Speaking of oil, in August it seemed to have spiked at $70 a barrel, over doubling in price in about two years. For all the jihadist rhetoric about the West stealing Arab resources, almost no one has contemplated the new billions of dollars now in the hands of Middle Eastern autocracies, perhaps around $600 million a day in extra profits, or over $200 billion more a year.
Three questions come to mind: (1) Will the jihadists finally stop talking about oil theft and start worrying about the Arab world’s price-gauging of petroleum-hungry impoverished poor Muslims in Africa and Asia? (2) Will any of this money go to the Palestinians, who apparently are now asking the strapped Europeans and Americans to resume aid to subsidize Gaza? (3) How many of these plentiful petrodollars will be recycled to jihadists and arms merchants — and what would Saddam and the Oil-for-Food thieves have done with an extra $20-30 billion a year to play with?
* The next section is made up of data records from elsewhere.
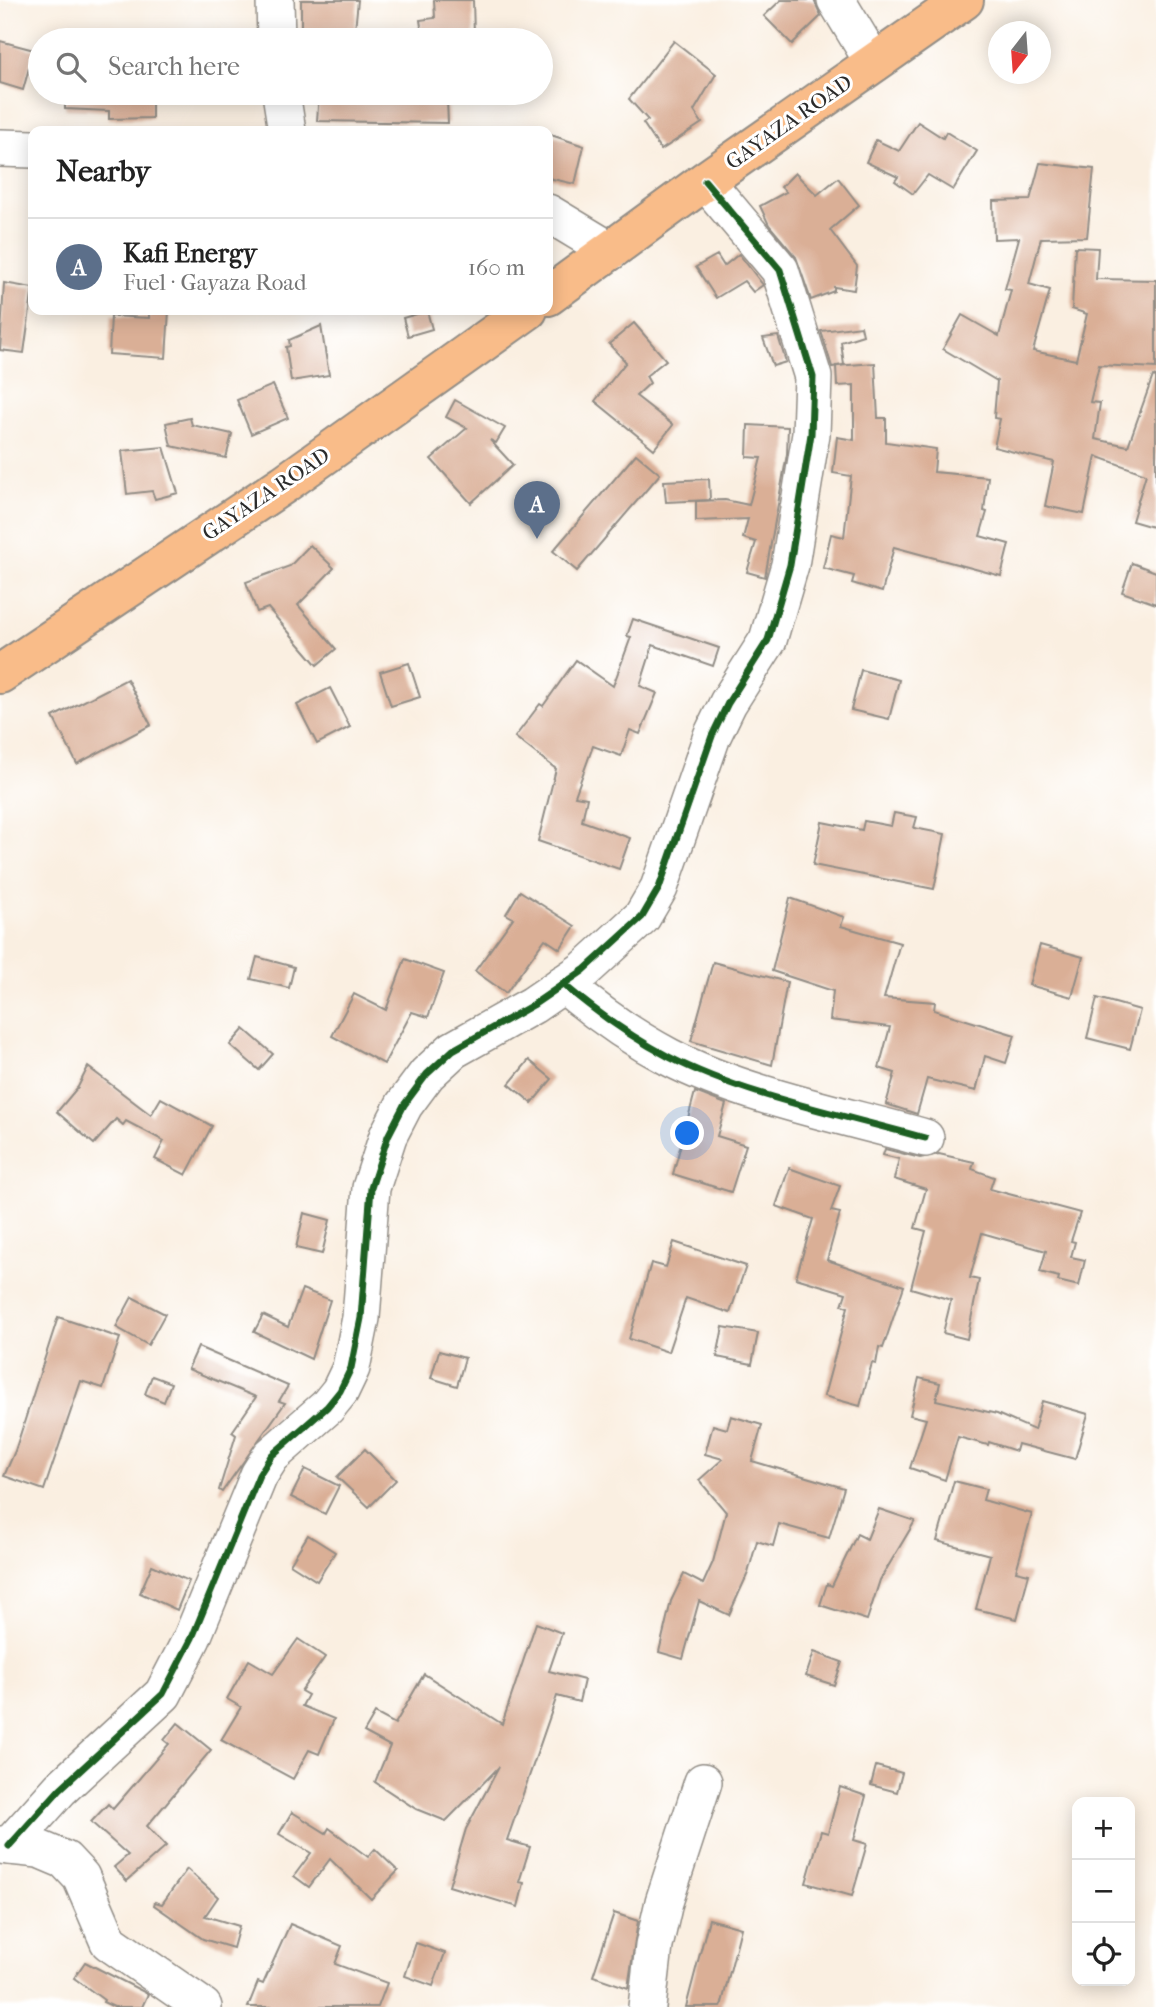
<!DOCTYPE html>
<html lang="en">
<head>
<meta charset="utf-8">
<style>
  :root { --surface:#fff; --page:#f2f2f2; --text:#222; --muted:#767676; --line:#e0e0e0; --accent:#1a73e8 }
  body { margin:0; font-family:"IM FELL French Canon",serif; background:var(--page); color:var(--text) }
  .controls { position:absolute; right:21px; bottom:21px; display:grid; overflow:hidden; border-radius:14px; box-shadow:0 4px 18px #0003 }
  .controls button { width:63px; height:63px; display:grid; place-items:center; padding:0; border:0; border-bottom:2px solid var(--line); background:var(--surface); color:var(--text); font:35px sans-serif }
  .compass { position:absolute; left:988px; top:21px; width:63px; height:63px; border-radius:50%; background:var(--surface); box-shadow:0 4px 18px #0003; rotate:197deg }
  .you { position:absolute; left:688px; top:1134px; width:24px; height:24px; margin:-18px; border:5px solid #fff; border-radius:50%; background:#1a73e8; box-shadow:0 0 0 10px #1a73e833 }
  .badge { display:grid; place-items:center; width:46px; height:46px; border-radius:50%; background:var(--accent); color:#fff; font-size:23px; font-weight:700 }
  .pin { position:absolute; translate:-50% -58px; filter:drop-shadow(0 2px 4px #0008) }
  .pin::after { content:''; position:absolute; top:37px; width:24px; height:21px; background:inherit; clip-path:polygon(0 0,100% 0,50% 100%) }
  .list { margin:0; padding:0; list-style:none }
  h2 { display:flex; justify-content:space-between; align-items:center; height:91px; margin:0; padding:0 28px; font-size:30px }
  h2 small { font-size:23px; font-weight:400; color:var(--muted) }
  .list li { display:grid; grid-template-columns:46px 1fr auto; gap:21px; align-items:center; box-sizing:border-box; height:98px; padding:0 28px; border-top:2px solid var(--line) }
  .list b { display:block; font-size:26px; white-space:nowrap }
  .list p { margin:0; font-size:23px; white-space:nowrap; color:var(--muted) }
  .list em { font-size:23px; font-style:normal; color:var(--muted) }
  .icon { flex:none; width:38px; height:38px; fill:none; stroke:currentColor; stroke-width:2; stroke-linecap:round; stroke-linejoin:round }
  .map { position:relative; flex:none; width:1156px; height:2007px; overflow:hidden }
  .search { position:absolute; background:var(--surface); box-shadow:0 4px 18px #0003; left:28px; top:28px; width:525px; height:77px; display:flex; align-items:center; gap:18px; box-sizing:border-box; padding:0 24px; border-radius:38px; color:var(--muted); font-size:26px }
  .panel { position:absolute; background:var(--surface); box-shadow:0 4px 18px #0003; left:28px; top:126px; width:525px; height:189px; border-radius:14px }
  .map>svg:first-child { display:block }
</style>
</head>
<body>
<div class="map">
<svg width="1156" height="2007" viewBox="0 0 1156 2007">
  <rect width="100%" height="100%" fill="#fff"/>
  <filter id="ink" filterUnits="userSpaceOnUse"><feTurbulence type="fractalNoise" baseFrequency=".0143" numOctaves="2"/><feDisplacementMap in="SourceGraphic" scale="14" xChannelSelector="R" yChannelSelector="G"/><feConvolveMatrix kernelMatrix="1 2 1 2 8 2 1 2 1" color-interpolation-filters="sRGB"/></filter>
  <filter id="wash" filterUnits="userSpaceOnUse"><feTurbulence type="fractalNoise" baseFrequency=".00686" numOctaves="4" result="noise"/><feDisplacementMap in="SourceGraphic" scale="28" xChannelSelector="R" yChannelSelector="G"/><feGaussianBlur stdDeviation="1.57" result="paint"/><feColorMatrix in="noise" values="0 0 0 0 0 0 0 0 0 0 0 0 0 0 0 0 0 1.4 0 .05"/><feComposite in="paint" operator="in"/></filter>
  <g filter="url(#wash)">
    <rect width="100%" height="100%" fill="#faefe1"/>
    <g id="blocks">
      <g fill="#daaf96">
        <path d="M301 0H358L354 40H301Z"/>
        <path d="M434 0H473L474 34 423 40 420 20 435 18Z"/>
        <path d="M781 0H814L821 16 792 44 764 16Z"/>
        <path d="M0 41 34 50 23 90 0 83Z"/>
        <path d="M674 41 716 74 694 111 702 123 661 150 643 123 648 120 629 99Z"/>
        <path d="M65 93H152V118L109 119V111L65 109Z"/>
        <path d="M319 93 435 96 447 100 448 123 317 121Z"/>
        <path d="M918 122 943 138 946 132 977 151 953 190 928 175 913 194 895 181 898 177 866 162 876 140 899 151Z"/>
        <path d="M548 134 584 146 575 184 548 178Z"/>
        <path d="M1040 163 1094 169 1087 237 1041 238 1029 284 1050 290 1033 351 1076 360 1087 314 1072 309 1075 247 1098 248 1096 279 1156 280V368L1099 365 1090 402 1100 403 1095 439 1128 446 1153 376 1156 377V528L1132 521 1146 474 1096 456 1084 514 1045 506 1054 462 994 447 1000 419 994 418 997 381 943 349 962 315 999 336 1011 290 1005 289 1019 238 994 239 993 201 1030 200Z"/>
        <path d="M795 173 817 195 838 178 859 205 830 230 857 266 854 290 834 287V291L811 300 796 257 769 225 760 206 786 192 781 187Z"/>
        <path d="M739 254 763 285 753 292 744 281 716 298 696 267 717 255 724 266Z"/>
        <path d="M4 283 33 288 24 353 0 350Z"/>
        <path d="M149 310H169L166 358 109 354 111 316 149 318Z"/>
        <path d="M427 311 432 329 408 336 403 318Z"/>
        <path d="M634 323 666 360 646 376 650 383 636 396 673 425 654 449 595 401 626 362 609 344Z"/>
        <path d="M321 326 329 375 291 381 286 347 290 346 289 340Z"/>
        <path d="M861 326 863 335 841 342 844 365 832 367 821 331Z"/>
        <path d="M778 336 786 362 773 366 763 338Z"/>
        <path d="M875 363 878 418H886V442L936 449 934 472 988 477 984 511 987 512 980 536 1009 544 1001 576 894 547 882 592 852 583 854 576 823 568 831 534 844 537 851 476 833 473 837 437 854 440V385L837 386 836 366Z"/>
        <path d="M273 385 288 418 251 434 237 400Z"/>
        <path d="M455 400 505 428 496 443 490 440 513 465 471 503 431 459 467 428 446 417Z"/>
        <path d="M190 418 192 425 232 434 226 458 171 446 166 423Z"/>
        <path d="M748 425 788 427 787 454 765 577 747 572 756 542 743 538 748 519 696 521V501L725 500 749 505 761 458 747 457Z"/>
        <path d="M164 447 178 493 155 499 152 491 127 494 122 451Z"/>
        <path d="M636 454 660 474 577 571 553 551Z"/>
        <path d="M709 479 710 500 666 502 664 481Z"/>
        <path d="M310 545 334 568 298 605 336 649 317 665 268 608 257 612 246 582 290 566Z"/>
        <path d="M1132 563 1156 572V604L1122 592Z"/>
        <path d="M633 619 719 648 713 666 653 645 640 686 657 693 640 734 630 730 621 756 593 746 575 796 587 798 582 821 630 838 619 869 538 841 556 769 515 737 540 704 543 706 576 660 613 686 631 637 627 636Z"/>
        <path d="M409 663 420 697 391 706 380 672Z"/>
        <path d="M861 670 899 680 889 719 851 710Z"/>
        <path d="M127 679 151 725 77 764 53 717Z"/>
        <path d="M330 688 350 727 317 744 297 705Z"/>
        <path d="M894 813 917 817 914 828 945 834 934 889 813 865 822 822 862 830 864 821 891 826Z"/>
        <path d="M520 891 575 926 560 949 545 939 506 993 475 971 513 918 506 914Z"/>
        <path d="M790 898 844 917 841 926 900 943 884 998 935 1002 934 1010 1015 1035 1006 1063 985 1056 976 1091 927 1079 917 1114 886 1104 895 1073 879 1068 890 1027 830 1020 833 991 772 971Z"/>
        <path d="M1040 945 1083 957 1072 997 1029 985Z"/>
        <path d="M257 957 294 967 289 988 251 979Z"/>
        <path d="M405 959 444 973 428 1017 412 1012 384 1064 332 1036 354 994 386 1010Z"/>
        <path d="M713 962 787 982 772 1065 691 1041Z"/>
        <path d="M1097 998 1140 1010 1130 1049 1087 1038Z"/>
        <path d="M244 1029 273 1054 259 1070 230 1045Z"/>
        <path d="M529 1060 552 1079 532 1103 509 1084Z"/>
        <path d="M88 1067 151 1115 161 1098 212 1126 186 1175 155 1159 164 1141 126 1121 123 1125 116 1119 94 1144 57 1112 78 1087Z"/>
        <path d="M695 1092 726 1104 717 1136 746 1145 731 1192 673 1174Z"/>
        <path d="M885 1149 920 1158 939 1154 974 1162 972 1169 994 1177 990 1189 1080 1213 1071 1241 1075 1242 1071 1257 1085 1260 1079 1286 1058 1281 1059 1277 1040 1272 1046 1251 982 1233 970 1278 979 1280 967 1339 943 1333 951 1300 911 1288 926 1231 915 1228 926 1189 894 1179 899 1159 883 1155Z"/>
        <path d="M789 1168 840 1186 831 1211 840 1213 827 1260 904 1286 883 1348 879 1347 876 1364 872 1363 860 1406 824 1396 848 1307 842 1305 846 1293 796 1278 813 1219 776 1206Z"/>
        <path d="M304 1213 330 1220 322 1254 296 1248Z"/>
        <path d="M674 1242 746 1266 730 1313 686 1298 668 1352 629 1339 651 1263 666 1267Z"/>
        <path d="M302 1289 330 1300 311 1359 254 1332 263 1315 288 1327Z"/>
        <path d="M132 1297 165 1314 148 1345 116 1327Z"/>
        <path d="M58 1317 120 1338 103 1388 81 1381 44 1490 4 1476 15 1451Z"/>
        <path d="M723 1327 758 1333 752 1364 717 1357Z"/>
        <path d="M198 1347 288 1386 279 1401 285 1403 222 1492 219 1490 236 1435 232 1432 256 1397 188 1369Z"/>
        <path d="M439 1351 465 1358 457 1386 431 1378Z"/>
        <path d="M152 1376 171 1383 164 1402 145 1394Z"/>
        <path d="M919 1378 940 1383 936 1400 997 1414 1034 1430 1042 1401 1088 1414 1075 1459 1018 1444 1016 1451 989 1442 988 1445 958 1437 945 1480 910 1468 926 1419 910 1415Z"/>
        <path d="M731 1416 762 1425 752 1461 844 1488 829 1538 779 1524 773 1546 757 1541 748 1573 729 1615 699 1601 683 1659 659 1652 671 1601 684 1574 703 1584 713 1562 726 1512 699 1480 723 1459 705 1454 713 1425 727 1429Z"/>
        <path d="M365 1449 396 1480 369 1507 337 1477Z"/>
        <path d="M305 1469 339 1486 325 1514 291 1497Z"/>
        <path d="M954 1481 986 1489 983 1500 1032 1514 1016 1571 1029 1574 1017 1619 976 1609 990 1555 937 1541Z"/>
        <path d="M879 1509 915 1521 880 1580 867 1620 820 1605 827 1584 832 1586 857 1534 867 1539Z"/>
        <path d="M308 1535 335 1552 317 1581 290 1564Z"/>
        <path d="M152 1565 189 1581 177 1610 140 1593Z"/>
        <path d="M536 1623 562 1633 549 1671 584 1680 579 1702 557 1696 507 1840 530 1847 519 1882 524 1883 518 1907 449 1886 466 1829 499 1767 446 1821 416 1809 375 1782 390 1746 364 1732 375 1713 395 1724 424 1674 502 1724Z"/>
        <path d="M298 1639 325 1657 301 1691 308 1695 302 1706 334 1719 319 1754 309 1750 293 1779 221 1740 241 1707 227 1699 249 1660 273 1674Z"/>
        <path d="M814 1652 842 1662 834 1685 806 1676Z"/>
        <path d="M178 1723 211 1750 147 1826 166 1846 127 1881 114 1867 128 1855 91 1822 108 1804 113 1809 169 1744 164 1740Z"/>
        <path d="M876 1766 902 1773 897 1792 871 1785Z"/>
        <path d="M840 1787 866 1796 854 1840 867 1844 852 1896 806 1883 821 1831 828 1833Z"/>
        <path d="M292 1812 326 1833 329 1828 368 1857 375 1849 398 1871 371 1899 330 1859 309 1887 294 1876 311 1853 279 1834Z"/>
        <path d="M187 1869 218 1897 205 1916 239 1926 233 1948 203 1939 154 1905 155 1902 162 1904Z"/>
        <path d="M614 1913 638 1921 628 1988 593 1976Z"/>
        <path d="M709 1919 741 1928 721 2007H686Z"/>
        <path d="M290 1924 342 1946 335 1964 387 1983 378 2007H248L258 1982 263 1984Z"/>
        <path d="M416 1943 445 1953 433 1986 405 1976Z"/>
        <path d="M85 1962 148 1994 142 2007H114L103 2002 104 2000 74 1978Z"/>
      </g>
    </g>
  </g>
  <g filter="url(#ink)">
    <use href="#blocks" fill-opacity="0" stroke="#928d86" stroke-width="2"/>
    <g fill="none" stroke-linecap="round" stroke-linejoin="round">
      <defs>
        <g id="minor">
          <path d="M275 0 276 40"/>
          <path d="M836 0 874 63"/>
          <path d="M281 93 287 131"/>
          <path d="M0 148 33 149"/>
          <path d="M548 213 611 251"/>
          <path d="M563 984C596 1012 631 1037 669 1057 744 1096 844 1115 925 1138"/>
          <path d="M0 1845 39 1849 65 1860 81 1877 109 1942 203 2007"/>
          <path d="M9 1846 60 1789 163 1694 192 1638 259 1475 271 1456 327 1407 340 1391 351 1368 361 1318 371 1188 388 1136 404 1105 427 1074 453 1050 533 1005 584 970 642 917 659 888 712 736 728 703 768 640 790 565 811 434 813 377 780 270 705 181"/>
          <path d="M647 2007 654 1946 664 1902 703 1782"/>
        </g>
        <g id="major">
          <path d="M548 296 705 181 964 0"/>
          <path d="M0 674 284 484 528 310"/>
        </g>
      </defs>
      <use href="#minor" stroke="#928d86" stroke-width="40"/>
      <use href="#major" stroke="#928d86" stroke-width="42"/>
      <use href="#minor" stroke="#fff" stroke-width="37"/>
      <use href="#major" stroke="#f9bc89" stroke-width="38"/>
      <defs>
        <g id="cycleway">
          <path d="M563 984C596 1012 631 1037 669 1057 744 1096 844 1115 925 1138"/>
          <path d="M9 1846 60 1789 163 1694 192 1638 259 1475 271 1456 327 1407 340 1391 351 1368 361 1318 371 1188 388 1136 404 1105 427 1074 453 1050 533 1005 584 970 642 917 659 888 712 736 728 703 768 640 790 565 811 434 813 377 780 270 705 181"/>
        </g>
      </defs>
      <use href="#cycleway" stroke="#fff" stroke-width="11"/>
      <use href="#cycleway" stroke="#1b5e20" stroke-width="7"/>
    </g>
  </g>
  <g text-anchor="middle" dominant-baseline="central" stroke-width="6" stroke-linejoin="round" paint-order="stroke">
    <g font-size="21" fill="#2b2b2b" stroke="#fff">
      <text transform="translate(789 122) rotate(-35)">GAYAZA ROAD</text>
      <text transform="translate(266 494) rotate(-34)">GAYAZA ROAD</text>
    </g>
  </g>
</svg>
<div class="controls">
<button>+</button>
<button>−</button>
<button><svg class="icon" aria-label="locate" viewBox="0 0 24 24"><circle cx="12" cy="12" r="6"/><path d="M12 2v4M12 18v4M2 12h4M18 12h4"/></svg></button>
</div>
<svg class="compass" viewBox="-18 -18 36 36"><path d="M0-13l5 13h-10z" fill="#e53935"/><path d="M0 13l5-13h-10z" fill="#767676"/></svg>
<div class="you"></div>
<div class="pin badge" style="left:537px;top:539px;background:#5c6f8a">A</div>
<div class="search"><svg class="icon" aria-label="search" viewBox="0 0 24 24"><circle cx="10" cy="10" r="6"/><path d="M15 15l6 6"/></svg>Search here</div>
<section class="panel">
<h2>Nearby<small></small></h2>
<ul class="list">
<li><span class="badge" style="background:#5c6f8a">A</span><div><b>Kafi Energy</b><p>Fuel · Gayaza Road</p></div><em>160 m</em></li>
</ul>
</section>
</div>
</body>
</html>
P.J. O'Rourke visits the Biennale in Venice and doesn't like what he sees.
Like most sensible people, you probably lost interest in modern art about the time that Julian Schnabel was painting broken pieces of the crockery that his wife had thrown at him for painting broken pieces of crockery instead of painting the bathroom and hall. Or maybe you lost interest back when Andy Warhol silk-screened canned lunch for the kiddies and oddments from under the kitchen sink. There's been so much to be so uninterested in. And yet, astonishingly, modern art has gotten less interesting.

RTWT (subscribers only)to enjoy his mockery of our generation's naked emperors.

On the bioethics front, Wesley J. Smith has an "eeew" column in the Standard about the fight in Washington state over a bestiality law. Gross to read the details of the fight, but Smith rightly points out it's a debate over human exceptionalism: are we qualitatively different from animals or not.

And back to Katrina, you probably heard part of this Peggy Noonan column from yesterday, but it's worth reading it all. Especially what she says about looters at the end.
the whole story of our last national crisis, 9/11, was courage--among the passersby, among the firemen, among those who walked down there stairs slowly to help a less able colleague, among those who fought their way past the flames in the Pentagon to get people out. And it gave us quite a sense of who we are as a people. It gave us a lot of renewed pride.
If New Orleans damages that sense, it's going to be painful to face. It's going to be damaging to the national spirit. More damaging even than a hurricane, even than the worst in decades. I wonder if the cruel and stupid young people who are doing the looting know the power they have to damage their country. I wonder, if they knew, if they'd stop it.